### Supplied information ###
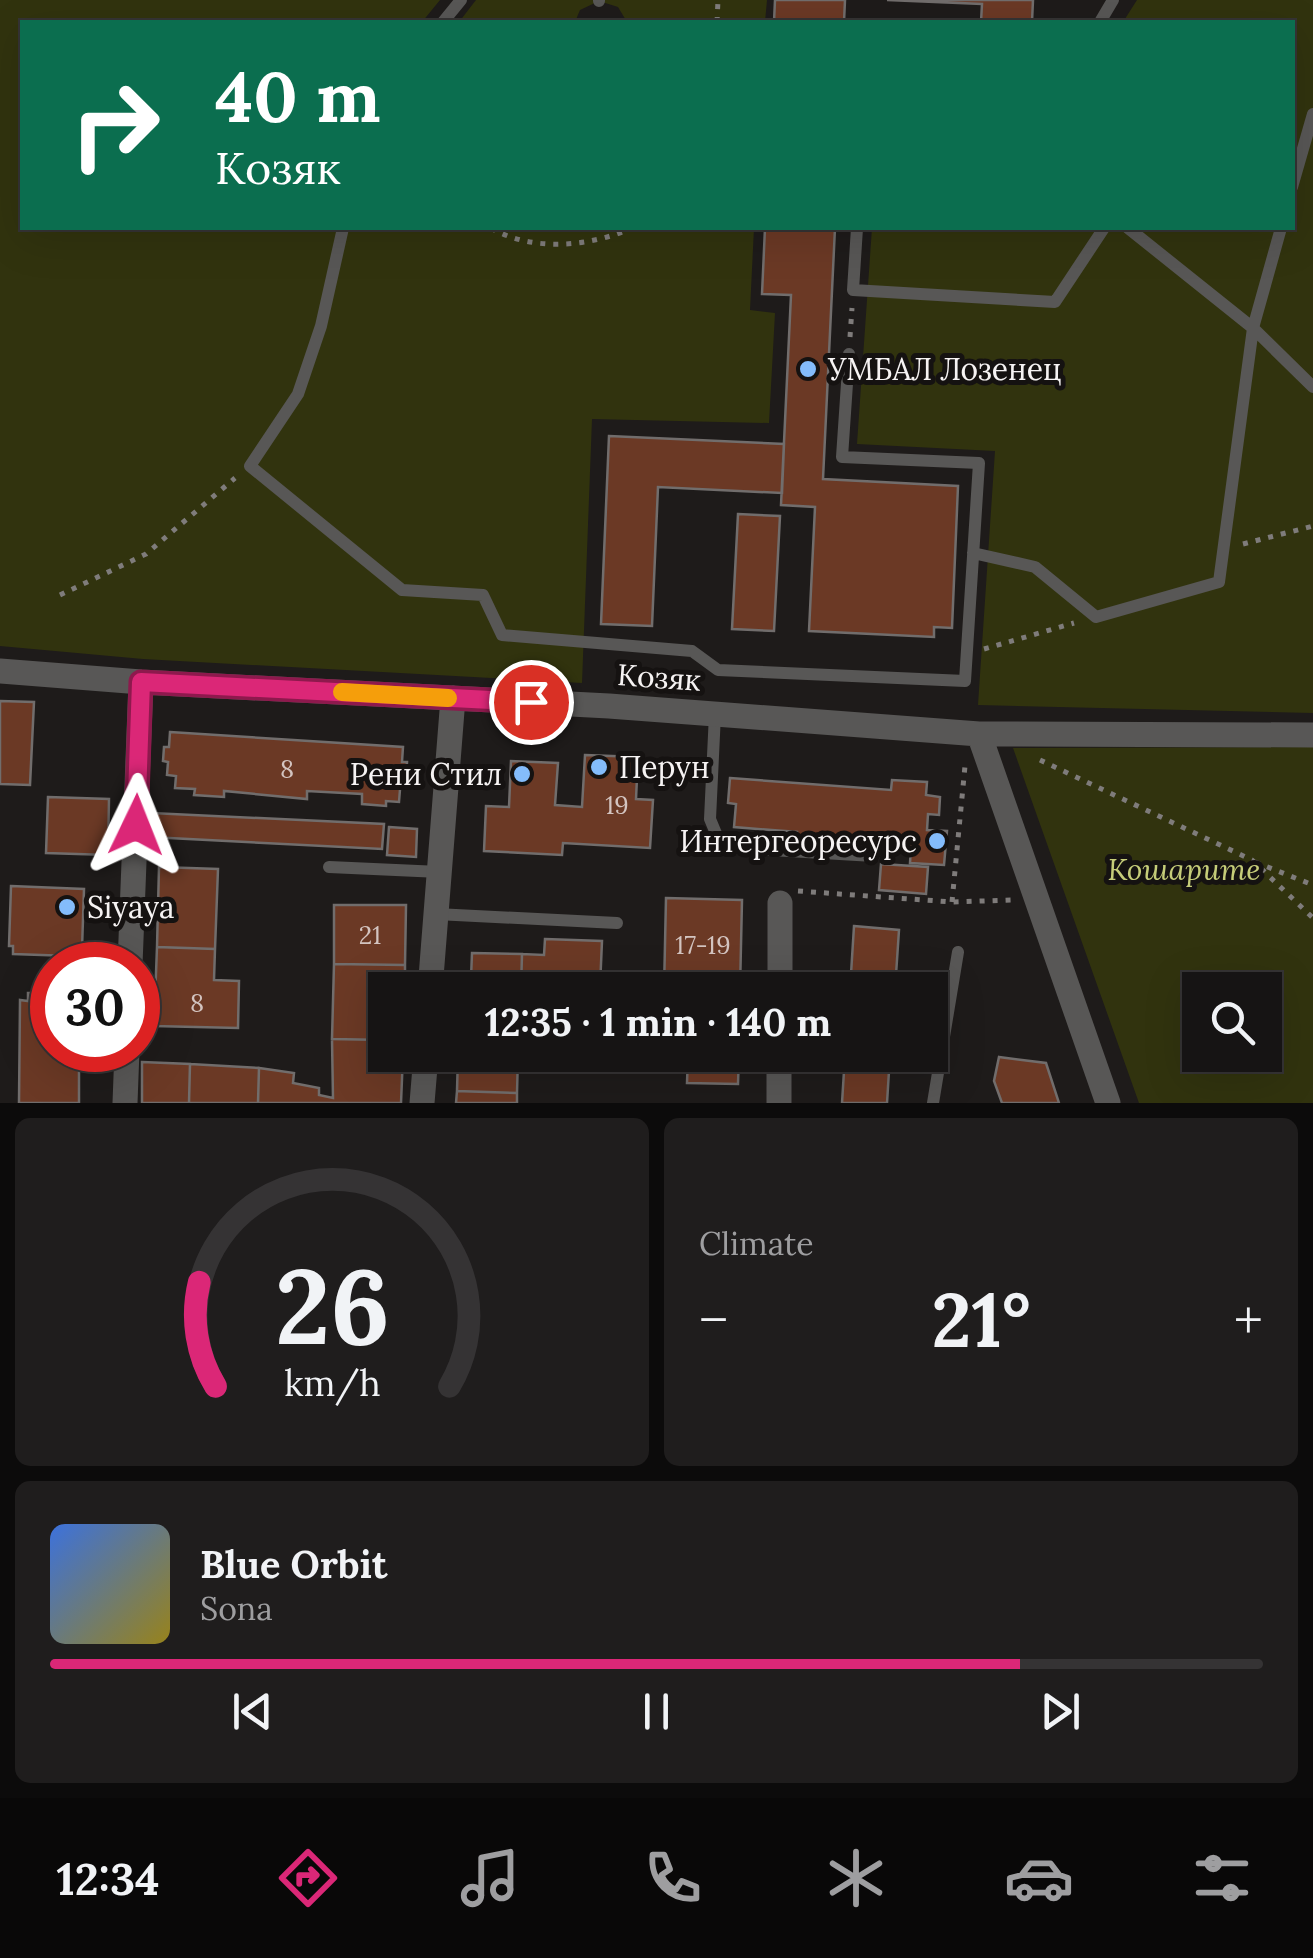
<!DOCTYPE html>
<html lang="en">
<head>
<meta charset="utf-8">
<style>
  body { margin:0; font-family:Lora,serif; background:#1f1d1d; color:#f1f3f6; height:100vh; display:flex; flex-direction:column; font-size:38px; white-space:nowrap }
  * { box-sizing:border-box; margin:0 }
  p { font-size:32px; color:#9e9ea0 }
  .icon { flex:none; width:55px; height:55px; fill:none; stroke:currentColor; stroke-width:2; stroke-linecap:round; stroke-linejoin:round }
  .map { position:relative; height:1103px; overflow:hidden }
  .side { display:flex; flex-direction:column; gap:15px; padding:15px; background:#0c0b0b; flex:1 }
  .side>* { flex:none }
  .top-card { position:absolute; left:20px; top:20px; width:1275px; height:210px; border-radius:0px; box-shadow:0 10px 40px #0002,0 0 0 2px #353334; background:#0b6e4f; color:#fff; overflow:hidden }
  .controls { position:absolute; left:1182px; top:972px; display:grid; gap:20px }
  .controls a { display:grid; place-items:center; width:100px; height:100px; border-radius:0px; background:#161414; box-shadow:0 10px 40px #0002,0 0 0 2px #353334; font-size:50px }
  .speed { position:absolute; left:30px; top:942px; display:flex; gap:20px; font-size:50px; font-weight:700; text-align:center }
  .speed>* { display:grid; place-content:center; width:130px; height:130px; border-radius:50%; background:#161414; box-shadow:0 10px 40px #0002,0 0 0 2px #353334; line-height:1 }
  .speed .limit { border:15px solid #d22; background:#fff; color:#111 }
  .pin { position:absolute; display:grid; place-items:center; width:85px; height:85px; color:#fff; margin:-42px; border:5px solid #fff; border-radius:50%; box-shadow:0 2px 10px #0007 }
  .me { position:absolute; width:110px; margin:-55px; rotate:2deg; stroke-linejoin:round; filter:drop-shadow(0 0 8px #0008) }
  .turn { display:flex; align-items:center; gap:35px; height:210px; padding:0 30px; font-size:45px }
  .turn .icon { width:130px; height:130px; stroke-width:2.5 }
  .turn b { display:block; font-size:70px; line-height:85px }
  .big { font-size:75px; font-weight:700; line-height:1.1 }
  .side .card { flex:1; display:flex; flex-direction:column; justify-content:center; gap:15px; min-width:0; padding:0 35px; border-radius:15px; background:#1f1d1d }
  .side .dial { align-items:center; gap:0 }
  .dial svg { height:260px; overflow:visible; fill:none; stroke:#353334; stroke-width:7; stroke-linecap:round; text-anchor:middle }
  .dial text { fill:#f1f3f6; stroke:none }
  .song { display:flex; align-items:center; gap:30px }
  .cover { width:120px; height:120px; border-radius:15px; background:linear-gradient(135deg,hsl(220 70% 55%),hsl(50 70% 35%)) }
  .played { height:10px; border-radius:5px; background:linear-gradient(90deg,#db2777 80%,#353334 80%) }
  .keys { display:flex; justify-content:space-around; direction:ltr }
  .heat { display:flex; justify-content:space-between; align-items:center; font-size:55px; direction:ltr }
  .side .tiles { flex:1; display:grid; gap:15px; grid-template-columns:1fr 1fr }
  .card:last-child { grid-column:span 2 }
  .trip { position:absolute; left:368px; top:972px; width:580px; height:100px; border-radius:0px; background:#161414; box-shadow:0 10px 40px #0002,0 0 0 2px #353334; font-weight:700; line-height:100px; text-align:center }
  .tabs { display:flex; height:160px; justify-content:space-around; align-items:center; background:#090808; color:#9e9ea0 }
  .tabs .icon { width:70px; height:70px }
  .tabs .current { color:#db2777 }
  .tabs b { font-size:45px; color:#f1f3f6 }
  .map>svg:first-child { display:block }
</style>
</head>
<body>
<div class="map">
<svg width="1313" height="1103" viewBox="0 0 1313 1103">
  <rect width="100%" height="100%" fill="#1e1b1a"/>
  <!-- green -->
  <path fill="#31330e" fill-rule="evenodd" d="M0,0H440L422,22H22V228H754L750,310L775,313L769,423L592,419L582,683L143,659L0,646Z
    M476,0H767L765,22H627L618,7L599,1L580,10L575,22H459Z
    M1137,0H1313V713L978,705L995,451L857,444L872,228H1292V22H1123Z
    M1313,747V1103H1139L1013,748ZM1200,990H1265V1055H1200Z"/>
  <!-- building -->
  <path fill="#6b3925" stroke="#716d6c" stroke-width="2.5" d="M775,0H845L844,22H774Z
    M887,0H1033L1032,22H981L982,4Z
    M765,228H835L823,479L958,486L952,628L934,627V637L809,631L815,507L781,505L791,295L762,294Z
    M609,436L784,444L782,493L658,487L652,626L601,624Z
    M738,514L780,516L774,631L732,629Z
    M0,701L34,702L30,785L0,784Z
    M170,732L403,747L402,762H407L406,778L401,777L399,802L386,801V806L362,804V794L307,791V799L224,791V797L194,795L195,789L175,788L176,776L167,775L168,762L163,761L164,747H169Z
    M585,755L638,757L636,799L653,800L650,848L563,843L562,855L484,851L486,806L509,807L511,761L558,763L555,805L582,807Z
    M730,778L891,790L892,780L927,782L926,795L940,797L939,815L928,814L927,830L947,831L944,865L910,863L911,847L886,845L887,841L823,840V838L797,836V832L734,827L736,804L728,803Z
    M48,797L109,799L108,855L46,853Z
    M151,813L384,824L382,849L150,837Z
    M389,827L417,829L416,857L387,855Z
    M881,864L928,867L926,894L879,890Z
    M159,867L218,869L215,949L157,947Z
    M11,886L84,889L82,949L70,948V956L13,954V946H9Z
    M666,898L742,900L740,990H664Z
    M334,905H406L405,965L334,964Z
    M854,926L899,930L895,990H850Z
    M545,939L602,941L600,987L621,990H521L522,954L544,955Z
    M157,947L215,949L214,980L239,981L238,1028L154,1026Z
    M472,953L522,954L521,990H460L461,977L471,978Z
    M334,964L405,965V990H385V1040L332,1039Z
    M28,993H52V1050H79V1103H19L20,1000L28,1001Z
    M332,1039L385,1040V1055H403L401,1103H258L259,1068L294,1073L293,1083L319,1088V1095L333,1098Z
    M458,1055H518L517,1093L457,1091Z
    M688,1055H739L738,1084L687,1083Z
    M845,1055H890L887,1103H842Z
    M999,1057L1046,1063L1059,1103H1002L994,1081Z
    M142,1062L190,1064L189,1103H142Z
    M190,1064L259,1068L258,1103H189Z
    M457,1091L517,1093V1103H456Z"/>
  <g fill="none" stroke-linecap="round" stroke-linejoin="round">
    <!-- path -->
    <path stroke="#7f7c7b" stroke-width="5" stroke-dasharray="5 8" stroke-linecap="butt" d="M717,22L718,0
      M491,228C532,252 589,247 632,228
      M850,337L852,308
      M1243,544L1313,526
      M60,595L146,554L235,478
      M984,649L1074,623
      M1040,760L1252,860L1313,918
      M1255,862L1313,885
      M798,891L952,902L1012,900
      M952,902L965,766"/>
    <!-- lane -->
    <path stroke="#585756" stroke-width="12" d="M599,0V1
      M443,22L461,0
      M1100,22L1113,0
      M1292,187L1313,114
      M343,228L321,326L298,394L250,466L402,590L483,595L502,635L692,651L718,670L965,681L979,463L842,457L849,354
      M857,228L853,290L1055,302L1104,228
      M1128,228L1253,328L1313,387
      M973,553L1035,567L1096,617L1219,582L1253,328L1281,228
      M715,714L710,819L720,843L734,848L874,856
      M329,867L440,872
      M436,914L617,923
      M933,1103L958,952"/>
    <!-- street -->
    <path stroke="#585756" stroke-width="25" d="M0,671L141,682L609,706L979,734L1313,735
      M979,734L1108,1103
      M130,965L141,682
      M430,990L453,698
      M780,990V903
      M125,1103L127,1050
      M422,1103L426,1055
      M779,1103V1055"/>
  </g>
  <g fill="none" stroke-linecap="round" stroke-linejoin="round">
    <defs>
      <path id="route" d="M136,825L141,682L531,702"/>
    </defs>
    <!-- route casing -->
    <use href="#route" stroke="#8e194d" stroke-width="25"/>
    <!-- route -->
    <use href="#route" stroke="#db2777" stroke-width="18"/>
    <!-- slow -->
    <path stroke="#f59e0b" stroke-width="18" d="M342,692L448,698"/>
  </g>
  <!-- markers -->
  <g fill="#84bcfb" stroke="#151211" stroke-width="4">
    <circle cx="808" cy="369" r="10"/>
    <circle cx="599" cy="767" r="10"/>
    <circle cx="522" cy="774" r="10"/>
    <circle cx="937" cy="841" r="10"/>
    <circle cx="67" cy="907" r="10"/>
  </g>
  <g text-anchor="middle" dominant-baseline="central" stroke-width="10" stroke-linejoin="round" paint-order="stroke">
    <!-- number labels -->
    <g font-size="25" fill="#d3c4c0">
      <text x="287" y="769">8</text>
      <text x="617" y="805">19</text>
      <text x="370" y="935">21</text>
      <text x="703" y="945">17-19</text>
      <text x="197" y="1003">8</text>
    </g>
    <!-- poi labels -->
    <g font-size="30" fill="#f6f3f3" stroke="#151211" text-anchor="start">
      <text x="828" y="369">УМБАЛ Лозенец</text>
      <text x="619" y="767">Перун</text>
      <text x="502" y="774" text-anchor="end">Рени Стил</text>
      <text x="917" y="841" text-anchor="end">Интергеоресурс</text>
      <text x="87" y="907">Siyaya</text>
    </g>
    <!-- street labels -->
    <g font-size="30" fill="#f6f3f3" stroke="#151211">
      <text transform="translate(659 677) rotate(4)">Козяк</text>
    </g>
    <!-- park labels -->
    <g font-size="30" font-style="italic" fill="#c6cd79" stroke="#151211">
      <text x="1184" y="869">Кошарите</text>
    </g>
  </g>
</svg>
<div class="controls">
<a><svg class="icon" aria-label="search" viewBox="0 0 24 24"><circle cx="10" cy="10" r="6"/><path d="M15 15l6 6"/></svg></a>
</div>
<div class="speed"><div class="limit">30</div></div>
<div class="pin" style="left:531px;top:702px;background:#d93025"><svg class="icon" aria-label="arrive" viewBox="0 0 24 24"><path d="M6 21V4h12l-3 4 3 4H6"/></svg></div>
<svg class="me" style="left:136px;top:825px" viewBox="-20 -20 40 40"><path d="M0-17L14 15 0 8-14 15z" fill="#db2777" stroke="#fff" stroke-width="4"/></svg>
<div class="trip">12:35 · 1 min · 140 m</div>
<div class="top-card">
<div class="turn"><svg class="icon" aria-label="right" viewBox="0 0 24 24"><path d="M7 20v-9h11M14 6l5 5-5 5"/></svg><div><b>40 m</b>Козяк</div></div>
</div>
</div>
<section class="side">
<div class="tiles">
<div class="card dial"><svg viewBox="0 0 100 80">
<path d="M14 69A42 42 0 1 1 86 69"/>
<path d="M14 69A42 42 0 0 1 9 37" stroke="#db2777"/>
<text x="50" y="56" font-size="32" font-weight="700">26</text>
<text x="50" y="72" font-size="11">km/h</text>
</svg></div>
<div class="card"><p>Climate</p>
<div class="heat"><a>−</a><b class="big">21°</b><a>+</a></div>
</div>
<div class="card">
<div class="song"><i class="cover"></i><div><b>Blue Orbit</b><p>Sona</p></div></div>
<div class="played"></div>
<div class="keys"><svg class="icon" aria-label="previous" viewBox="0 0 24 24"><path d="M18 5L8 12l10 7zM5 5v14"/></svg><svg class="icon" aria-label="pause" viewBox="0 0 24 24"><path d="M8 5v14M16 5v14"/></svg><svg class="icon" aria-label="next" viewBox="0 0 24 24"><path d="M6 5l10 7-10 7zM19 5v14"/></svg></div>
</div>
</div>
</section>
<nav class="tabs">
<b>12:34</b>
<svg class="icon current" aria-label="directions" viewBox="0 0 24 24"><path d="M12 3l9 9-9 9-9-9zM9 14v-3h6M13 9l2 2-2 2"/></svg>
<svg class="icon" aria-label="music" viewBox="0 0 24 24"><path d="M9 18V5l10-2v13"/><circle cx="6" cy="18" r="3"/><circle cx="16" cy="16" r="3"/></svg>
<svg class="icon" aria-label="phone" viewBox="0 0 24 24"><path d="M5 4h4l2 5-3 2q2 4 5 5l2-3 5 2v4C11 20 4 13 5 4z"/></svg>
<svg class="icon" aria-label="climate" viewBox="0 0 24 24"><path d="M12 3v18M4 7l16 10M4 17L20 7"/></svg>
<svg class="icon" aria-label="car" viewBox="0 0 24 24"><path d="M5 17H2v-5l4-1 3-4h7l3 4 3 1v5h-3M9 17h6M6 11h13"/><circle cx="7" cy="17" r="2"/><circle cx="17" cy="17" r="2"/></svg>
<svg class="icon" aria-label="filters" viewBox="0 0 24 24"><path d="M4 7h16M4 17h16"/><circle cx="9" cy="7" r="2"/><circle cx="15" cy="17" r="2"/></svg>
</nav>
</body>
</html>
###
== Task ==
Take the records above and return, word for word, only the lines that fall from the line with "M1128,228L1253,328L1313,387" to the line with "<!-- route -->", both of them included.

== Exercise result ==
      M1128,228L1253,328L1313,387
      M973,553L1035,567L1096,617L1219,582L1253,328L1281,228
      M715,714L710,819L720,843L734,848L874,856
      M329,867L440,872
      M436,914L617,923
      M933,1103L958,952"/>
    <!-- street -->
    <path stroke="#585756" stroke-width="25" d="M0,671L141,682L609,706L979,734L1313,735
      M979,734L1108,1103
      M130,965L141,682
      M430,990L453,698
      M780,990V903
      M125,1103L127,1050
      M422,1103L426,1055
      M779,1103V1055"/>
  </g>
  <g fill="none" stroke-linecap="round" stroke-linejoin="round">
    <defs>
      <path id="route" d="M136,825L141,682L531,702"/>
    </defs>
    <!-- route casing -->
    <use href="#route" stroke="#8e194d" stroke-width="25"/>
    <!-- route -->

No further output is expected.